> [What is required]
Would you copy the material below word for word, beginning with its first line and ending with the line that contains "Annotation task. Parse"?

----- Task input

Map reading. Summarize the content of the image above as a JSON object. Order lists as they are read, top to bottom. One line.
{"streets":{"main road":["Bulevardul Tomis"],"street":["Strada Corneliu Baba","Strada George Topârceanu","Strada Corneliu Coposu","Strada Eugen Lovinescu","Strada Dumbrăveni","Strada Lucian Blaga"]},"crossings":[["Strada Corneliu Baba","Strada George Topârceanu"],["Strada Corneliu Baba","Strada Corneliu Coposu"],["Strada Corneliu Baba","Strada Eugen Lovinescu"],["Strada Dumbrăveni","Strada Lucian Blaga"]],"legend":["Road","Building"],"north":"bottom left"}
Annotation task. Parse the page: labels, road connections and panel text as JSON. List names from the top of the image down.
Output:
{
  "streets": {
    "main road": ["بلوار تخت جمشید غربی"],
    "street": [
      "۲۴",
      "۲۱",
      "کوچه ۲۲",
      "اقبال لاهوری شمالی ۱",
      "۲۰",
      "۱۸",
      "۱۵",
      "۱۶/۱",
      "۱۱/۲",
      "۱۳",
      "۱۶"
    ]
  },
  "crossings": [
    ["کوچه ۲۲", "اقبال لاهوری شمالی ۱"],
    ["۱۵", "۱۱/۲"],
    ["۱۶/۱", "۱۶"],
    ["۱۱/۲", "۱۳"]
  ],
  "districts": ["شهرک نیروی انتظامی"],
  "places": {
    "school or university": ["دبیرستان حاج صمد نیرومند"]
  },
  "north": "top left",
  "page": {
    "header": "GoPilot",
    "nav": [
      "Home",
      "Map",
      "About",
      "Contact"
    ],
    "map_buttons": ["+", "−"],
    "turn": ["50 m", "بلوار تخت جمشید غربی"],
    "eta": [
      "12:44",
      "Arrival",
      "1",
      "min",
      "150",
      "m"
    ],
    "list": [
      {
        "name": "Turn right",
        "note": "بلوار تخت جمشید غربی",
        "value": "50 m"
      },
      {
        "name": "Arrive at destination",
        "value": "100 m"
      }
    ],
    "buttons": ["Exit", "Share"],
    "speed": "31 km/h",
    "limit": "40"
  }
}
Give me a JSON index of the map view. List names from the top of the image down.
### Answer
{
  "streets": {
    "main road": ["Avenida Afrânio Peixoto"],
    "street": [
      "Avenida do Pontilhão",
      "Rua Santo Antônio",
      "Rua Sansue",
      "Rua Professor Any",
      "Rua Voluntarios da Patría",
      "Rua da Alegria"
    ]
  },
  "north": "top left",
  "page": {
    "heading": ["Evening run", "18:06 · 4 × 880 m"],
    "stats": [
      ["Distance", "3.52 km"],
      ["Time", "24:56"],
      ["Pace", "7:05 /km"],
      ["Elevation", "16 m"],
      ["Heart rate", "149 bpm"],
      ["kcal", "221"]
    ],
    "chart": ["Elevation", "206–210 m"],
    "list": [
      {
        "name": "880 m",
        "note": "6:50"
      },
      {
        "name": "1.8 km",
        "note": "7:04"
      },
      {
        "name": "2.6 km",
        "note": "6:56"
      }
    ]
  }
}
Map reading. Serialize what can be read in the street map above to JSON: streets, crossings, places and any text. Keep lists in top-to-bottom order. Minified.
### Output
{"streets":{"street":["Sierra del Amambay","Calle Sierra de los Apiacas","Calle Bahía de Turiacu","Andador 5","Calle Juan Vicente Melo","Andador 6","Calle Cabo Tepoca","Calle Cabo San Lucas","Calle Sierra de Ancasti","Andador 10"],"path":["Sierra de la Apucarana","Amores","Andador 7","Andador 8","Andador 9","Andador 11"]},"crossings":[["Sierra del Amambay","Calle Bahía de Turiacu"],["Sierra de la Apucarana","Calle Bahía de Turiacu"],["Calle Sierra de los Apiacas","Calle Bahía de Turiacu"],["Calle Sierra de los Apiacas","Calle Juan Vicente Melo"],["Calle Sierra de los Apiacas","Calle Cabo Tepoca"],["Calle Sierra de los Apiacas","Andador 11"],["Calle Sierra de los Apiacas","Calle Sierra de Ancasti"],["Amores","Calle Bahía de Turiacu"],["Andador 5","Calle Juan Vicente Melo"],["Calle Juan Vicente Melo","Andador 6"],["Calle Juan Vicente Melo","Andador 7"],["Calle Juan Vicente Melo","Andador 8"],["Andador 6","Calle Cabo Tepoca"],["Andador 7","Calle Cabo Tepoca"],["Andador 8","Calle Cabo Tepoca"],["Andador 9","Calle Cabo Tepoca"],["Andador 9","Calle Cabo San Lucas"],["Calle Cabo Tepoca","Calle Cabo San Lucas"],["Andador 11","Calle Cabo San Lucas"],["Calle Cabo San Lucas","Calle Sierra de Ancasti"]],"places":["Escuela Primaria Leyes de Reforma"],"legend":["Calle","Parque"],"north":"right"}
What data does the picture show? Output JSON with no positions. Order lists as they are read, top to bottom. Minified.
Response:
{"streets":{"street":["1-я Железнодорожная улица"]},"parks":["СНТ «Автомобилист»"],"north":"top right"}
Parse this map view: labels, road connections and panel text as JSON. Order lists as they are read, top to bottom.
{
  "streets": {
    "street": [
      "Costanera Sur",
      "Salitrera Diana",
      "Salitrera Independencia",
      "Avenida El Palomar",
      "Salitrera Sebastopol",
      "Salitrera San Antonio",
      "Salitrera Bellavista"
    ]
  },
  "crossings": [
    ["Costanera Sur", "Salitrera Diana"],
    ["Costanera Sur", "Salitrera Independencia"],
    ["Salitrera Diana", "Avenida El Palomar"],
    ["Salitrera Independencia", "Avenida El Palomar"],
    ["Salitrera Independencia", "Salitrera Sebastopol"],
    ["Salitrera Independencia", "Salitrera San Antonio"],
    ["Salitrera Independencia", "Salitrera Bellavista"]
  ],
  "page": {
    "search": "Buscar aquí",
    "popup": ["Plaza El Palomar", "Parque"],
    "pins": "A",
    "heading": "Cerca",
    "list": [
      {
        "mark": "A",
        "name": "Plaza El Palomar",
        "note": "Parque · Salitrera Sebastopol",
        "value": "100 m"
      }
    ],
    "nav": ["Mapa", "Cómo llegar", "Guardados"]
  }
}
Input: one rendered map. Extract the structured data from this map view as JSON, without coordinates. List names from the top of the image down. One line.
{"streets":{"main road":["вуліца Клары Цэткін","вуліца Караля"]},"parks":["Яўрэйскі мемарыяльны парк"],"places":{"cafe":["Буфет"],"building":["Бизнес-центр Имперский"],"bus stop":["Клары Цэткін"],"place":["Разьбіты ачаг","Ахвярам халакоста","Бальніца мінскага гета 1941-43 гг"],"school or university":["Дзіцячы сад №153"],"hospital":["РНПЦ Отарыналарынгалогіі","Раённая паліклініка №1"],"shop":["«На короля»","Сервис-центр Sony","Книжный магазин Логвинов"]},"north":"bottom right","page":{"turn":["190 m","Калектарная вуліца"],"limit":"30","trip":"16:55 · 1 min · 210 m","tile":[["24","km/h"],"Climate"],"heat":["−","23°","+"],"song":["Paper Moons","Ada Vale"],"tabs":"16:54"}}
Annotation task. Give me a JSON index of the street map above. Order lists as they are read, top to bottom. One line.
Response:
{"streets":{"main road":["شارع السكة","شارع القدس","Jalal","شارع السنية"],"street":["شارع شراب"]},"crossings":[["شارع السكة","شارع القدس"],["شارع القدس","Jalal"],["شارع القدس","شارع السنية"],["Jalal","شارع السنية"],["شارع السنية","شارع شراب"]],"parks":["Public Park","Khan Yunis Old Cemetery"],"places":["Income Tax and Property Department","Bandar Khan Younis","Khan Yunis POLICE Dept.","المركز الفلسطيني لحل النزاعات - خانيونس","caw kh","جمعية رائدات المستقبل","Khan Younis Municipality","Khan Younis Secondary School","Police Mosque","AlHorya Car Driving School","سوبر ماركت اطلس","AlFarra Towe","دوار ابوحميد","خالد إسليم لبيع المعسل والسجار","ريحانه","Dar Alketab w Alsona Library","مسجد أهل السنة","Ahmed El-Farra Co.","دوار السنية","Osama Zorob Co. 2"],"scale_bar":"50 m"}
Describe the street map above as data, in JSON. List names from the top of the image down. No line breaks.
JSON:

----------

> [Output of the task]
Map reading. Summarize the content of the image above as a JSON object. Order lists as they are read, top to bottom. One line.
{"streets":{"main road":["Bulevardul Tomis"],"street":["Strada Corneliu Baba","Strada George Topârceanu","Strada Corneliu Coposu","Strada Eugen Lovinescu","Strada Dumbrăveni","Strada Lucian Blaga"]},"crossings":[["Strada Corneliu Baba","Strada George Topârceanu"],["Strada Corneliu Baba","Strada Corneliu Coposu"],["Strada Corneliu Baba","Strada Eugen Lovinescu"],["Strada Dumbrăveni","Strada Lucian Blaga"]],"legend":["Road","Building"],"north":"bottom left"}
Annotation task. Parse the page: labels, road connections and panel text as JSON. List names from the top of the image down.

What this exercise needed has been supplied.